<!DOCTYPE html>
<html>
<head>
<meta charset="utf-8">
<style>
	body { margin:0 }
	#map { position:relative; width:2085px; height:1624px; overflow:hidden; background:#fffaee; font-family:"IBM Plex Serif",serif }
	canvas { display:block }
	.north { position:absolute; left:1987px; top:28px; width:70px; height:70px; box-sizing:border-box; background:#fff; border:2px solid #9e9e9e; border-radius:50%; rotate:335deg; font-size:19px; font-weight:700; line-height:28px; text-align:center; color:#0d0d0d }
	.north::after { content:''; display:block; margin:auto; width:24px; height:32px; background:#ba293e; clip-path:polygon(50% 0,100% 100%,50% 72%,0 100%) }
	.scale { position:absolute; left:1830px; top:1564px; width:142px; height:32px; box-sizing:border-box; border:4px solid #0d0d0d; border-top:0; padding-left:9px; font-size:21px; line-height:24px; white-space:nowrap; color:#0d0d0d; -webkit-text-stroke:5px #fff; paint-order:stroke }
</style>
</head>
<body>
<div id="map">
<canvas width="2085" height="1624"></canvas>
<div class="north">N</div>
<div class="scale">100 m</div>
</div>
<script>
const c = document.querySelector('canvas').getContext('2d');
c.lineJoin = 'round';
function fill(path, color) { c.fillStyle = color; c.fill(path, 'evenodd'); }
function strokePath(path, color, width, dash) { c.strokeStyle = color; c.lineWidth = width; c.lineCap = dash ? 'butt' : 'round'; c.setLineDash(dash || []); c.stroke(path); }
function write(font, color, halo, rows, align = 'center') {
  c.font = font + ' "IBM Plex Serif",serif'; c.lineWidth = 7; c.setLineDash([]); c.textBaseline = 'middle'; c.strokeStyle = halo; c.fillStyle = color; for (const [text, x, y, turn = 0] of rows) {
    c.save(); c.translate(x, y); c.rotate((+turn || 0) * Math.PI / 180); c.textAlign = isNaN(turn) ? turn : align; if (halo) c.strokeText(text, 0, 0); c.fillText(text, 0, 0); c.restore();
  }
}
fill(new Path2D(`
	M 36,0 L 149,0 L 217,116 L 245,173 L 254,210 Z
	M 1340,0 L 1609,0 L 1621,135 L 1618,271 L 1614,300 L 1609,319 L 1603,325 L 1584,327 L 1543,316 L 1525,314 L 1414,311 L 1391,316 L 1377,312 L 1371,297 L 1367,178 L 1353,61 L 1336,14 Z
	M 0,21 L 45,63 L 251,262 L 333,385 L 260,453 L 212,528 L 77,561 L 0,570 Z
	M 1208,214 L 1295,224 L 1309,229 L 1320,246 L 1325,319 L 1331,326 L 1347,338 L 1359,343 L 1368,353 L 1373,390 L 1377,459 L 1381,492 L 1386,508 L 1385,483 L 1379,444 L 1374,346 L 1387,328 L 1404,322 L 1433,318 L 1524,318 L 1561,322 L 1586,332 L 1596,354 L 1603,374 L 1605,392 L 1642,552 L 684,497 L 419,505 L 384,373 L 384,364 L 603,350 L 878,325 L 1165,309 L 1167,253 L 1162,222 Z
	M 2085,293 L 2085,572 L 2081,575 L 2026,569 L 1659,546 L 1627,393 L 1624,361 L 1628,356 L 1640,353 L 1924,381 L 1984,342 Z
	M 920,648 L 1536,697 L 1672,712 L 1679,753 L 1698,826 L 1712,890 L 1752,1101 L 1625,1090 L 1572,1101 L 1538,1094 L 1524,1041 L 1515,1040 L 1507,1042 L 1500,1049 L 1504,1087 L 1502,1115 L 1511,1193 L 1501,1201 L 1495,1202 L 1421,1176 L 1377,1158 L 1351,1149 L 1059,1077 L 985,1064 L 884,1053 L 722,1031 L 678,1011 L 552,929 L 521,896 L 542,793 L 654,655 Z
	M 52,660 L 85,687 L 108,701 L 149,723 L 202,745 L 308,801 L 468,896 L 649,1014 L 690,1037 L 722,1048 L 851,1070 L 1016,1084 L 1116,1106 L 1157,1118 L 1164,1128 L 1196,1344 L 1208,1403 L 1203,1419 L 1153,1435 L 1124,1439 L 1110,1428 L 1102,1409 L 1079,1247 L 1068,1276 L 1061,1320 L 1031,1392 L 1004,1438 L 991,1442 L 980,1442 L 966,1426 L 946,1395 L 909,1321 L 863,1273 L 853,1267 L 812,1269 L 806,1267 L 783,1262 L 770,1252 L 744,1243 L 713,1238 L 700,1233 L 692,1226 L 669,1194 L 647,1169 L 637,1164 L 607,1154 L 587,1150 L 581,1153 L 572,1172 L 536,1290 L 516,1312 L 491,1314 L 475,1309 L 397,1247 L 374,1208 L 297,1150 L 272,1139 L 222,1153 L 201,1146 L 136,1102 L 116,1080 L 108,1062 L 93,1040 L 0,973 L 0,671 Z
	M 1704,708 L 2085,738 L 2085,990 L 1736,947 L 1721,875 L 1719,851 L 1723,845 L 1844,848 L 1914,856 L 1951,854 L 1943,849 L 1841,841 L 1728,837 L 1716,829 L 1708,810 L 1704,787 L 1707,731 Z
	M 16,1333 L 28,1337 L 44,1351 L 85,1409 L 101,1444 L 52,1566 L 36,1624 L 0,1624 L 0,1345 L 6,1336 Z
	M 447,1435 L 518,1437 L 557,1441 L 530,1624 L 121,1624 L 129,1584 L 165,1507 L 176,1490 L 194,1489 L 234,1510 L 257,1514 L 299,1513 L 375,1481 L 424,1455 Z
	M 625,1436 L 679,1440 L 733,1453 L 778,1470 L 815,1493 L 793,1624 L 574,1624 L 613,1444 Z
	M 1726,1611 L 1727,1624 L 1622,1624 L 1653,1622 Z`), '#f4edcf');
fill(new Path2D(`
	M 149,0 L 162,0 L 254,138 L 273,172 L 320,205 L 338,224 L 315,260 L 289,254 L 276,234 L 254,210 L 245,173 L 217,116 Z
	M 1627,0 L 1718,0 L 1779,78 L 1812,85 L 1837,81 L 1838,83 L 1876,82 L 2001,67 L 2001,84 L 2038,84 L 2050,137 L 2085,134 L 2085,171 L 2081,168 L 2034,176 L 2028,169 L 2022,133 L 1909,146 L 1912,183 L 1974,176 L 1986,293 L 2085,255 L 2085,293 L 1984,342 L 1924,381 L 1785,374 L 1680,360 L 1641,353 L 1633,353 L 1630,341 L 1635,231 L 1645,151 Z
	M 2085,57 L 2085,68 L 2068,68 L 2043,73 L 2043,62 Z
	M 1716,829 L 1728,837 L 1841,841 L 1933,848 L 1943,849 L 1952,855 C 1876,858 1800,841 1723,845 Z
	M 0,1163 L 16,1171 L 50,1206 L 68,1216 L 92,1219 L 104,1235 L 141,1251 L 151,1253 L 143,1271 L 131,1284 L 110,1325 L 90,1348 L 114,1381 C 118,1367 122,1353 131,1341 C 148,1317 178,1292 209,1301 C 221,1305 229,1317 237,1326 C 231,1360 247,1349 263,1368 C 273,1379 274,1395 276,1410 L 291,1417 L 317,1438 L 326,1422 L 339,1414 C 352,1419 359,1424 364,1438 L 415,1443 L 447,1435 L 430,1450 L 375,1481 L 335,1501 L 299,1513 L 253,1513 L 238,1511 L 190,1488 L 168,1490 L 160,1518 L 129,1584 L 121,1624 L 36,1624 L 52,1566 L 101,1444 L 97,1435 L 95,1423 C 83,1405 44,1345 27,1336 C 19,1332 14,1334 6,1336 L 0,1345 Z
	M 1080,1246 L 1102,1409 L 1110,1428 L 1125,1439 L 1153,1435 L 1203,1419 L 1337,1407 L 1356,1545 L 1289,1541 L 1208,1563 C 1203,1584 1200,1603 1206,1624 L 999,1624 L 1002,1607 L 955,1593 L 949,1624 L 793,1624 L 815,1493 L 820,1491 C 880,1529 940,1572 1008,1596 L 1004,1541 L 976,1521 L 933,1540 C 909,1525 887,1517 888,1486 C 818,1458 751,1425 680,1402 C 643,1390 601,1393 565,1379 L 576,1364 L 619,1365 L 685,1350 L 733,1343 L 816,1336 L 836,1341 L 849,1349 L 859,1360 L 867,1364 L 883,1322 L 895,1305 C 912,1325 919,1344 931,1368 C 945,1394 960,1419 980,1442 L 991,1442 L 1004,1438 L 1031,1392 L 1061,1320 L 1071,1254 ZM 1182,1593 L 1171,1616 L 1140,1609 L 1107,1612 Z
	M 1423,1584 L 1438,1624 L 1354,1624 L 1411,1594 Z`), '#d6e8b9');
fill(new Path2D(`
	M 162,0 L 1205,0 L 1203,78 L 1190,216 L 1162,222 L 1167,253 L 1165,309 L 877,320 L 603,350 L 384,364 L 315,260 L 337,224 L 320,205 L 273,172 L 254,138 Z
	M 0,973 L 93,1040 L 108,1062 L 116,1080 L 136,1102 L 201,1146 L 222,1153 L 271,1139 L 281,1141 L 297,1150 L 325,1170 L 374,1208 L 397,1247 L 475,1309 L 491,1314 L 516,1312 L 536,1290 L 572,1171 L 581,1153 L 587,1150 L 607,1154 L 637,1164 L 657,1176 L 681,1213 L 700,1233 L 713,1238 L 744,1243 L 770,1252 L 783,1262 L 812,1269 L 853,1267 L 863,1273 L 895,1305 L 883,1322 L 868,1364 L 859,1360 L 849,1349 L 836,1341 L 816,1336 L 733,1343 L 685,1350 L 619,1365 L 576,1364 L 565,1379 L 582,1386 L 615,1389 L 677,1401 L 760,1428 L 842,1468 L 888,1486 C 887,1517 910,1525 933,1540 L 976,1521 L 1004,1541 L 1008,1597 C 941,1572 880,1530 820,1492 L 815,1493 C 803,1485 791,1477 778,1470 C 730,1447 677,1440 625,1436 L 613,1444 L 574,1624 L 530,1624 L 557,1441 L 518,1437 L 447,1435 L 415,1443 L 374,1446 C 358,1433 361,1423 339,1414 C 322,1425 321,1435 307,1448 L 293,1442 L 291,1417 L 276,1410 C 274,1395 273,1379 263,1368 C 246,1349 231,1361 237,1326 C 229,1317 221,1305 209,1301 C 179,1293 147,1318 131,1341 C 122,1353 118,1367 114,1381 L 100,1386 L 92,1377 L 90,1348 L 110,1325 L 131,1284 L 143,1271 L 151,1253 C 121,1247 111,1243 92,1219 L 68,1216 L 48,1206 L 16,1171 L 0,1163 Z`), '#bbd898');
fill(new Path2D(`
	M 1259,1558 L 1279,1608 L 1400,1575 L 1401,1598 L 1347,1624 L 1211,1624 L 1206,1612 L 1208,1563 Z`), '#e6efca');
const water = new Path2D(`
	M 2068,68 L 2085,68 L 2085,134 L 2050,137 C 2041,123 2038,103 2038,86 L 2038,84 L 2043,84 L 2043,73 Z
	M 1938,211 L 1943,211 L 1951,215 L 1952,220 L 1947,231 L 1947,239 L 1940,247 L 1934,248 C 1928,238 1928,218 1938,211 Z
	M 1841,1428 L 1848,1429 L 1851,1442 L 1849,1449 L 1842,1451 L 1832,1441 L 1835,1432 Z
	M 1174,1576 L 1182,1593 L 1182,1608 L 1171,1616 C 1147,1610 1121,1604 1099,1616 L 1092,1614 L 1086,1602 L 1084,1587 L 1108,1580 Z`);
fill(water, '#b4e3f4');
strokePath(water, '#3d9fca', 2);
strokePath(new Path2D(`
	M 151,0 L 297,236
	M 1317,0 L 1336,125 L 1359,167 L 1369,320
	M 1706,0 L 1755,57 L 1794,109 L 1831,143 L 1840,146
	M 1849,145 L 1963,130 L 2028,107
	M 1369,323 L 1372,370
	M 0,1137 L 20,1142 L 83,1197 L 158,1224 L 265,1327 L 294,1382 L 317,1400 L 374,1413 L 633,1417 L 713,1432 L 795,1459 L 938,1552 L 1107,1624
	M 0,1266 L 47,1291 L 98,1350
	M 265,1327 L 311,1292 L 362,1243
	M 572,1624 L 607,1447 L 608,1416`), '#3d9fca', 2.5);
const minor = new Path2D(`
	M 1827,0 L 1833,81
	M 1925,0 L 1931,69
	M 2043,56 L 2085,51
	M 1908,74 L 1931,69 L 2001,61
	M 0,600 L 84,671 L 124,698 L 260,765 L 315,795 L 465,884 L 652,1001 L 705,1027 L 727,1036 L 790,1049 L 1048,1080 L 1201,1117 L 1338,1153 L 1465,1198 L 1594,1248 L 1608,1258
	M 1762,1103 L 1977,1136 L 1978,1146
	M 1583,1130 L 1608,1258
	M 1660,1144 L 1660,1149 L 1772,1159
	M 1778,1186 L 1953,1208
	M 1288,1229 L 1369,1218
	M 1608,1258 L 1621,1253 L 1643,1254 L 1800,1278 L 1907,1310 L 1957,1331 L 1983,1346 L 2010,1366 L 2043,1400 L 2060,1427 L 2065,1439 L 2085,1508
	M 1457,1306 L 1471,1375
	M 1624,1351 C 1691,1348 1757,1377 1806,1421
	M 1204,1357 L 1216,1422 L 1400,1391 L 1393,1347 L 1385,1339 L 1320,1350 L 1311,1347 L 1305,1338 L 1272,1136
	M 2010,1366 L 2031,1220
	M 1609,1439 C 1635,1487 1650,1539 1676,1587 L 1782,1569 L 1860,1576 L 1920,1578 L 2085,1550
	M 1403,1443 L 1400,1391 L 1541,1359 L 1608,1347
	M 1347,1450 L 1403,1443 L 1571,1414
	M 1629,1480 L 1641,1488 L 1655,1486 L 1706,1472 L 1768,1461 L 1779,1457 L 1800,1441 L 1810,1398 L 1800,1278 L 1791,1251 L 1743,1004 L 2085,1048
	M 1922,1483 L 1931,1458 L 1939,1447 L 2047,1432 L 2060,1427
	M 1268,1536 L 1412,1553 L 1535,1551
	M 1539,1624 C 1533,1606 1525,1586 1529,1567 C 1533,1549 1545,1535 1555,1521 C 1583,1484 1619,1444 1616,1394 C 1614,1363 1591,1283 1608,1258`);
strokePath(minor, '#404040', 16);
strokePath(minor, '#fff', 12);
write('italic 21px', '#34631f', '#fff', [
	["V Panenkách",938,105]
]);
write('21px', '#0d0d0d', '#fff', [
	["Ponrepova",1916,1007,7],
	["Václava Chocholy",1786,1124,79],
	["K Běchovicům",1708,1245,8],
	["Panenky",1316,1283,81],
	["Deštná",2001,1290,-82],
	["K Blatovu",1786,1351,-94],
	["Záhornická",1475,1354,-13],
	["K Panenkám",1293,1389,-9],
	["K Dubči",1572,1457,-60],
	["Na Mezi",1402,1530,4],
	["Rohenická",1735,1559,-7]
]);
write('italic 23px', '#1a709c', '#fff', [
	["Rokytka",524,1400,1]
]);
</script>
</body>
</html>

※

**Work to complete**
Every line above with the string "fillStyle" in it needs to be copied.

**Problem solution**
function fill(path, color) { c.fillStyle = color; c.fill(path, 'evenodd'); }
  c.font = font + ' "IBM Plex Serif",serif'; c.lineWidth = 7; c.setLineDash([]); c.textBaseline = 'middle'; c.strokeStyle = halo; c.fillStyle = color; for (const [text, x, y, turn = 0] of rows) {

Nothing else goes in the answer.